Abraham de son côté faisait plus attention à ses affaires. Quand il lui arrivait de s’oublier et de poser ses affaires un peu partout, il s’excusait gentiment. En définitive, Myriam ne fera jamais d’Abraham un maniaque du rangement, mais ils ont appris à mieux vivre ensemble.
Ce travail entrepris par Myriam pour parvenir à un équilibre dans le couple, ne peut pas se faire durant la période du chidoukh. C’est le couple qui dévoile un individu. Le mariage est une scène de théâtre où les deux partenaires du couple vont jouer leur enfance. Par conséquent, il ne faut en aucune façon espérer connaître complètement une personne.

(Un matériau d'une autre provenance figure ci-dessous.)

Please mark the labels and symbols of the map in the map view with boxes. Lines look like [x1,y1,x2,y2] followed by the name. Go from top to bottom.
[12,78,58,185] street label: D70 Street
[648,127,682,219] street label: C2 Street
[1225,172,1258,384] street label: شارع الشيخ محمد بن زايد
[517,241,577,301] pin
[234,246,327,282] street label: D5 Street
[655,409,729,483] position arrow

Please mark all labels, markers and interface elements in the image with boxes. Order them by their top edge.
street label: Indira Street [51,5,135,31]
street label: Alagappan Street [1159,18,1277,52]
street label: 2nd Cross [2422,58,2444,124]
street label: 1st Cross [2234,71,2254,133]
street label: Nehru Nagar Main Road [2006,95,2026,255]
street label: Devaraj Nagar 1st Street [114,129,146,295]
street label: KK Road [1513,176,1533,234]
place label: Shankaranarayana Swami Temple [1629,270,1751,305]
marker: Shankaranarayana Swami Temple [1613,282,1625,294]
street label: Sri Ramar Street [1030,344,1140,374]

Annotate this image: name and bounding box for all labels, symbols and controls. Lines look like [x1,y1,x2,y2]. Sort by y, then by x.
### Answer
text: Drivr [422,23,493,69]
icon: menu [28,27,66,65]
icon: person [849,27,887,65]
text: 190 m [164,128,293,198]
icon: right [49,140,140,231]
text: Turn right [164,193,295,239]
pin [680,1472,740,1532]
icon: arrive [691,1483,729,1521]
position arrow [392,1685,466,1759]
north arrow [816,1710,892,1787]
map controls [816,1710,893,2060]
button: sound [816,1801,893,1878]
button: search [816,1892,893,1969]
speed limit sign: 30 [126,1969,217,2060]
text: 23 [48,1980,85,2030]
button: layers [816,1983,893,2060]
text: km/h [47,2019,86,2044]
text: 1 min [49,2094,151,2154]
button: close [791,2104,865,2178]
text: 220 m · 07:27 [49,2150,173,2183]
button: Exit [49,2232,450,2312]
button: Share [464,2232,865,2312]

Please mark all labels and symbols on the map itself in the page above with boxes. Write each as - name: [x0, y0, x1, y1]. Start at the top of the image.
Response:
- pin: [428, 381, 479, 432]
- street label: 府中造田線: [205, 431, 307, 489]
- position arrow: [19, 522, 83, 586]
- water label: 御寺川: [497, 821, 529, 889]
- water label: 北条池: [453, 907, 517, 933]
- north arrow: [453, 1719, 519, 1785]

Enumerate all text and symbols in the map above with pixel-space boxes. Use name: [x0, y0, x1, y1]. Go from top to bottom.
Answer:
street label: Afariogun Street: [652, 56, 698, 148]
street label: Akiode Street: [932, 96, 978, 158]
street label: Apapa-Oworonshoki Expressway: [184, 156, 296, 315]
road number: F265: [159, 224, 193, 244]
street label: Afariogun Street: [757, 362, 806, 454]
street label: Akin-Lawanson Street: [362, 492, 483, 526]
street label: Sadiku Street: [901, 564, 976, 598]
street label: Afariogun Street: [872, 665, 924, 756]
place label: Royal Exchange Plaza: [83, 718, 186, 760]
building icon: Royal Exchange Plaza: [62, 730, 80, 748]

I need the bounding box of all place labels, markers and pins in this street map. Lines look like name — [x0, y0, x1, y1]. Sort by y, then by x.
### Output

Il n’est pas possible de percer le secret de l’enfance de l’autre. La seule chose que l’on peut faire c’est de prier l’Éternel pour que le couple qui sortira du chidoukh puisse vivre dans la concorde et dans l’entente. La concorde et l’entente ne supprimeront pas les conflits. Un couple sans conflits n’en est pas un. Les conflits structurent le couple et le fait progresser. Dans la période du chidoukh, il faut développer la volonté d’accepter la différence. Dès le début, il faut renoncer à changer son conjoint.
Plus une personne travaille sur elle-même, plus elle se sent responsable de sa vie. Elle ne demande plus à l’autre de satisfaire tous ses désirs comme une mère nourricière. Pour changer l’autre il faut avant tout commencer par changer soi même.
Le rabbin ‘Haïm Harboun est l’auteur du livre “Les voyageurs juifs du 16e siècle” aux éditions Massoreth.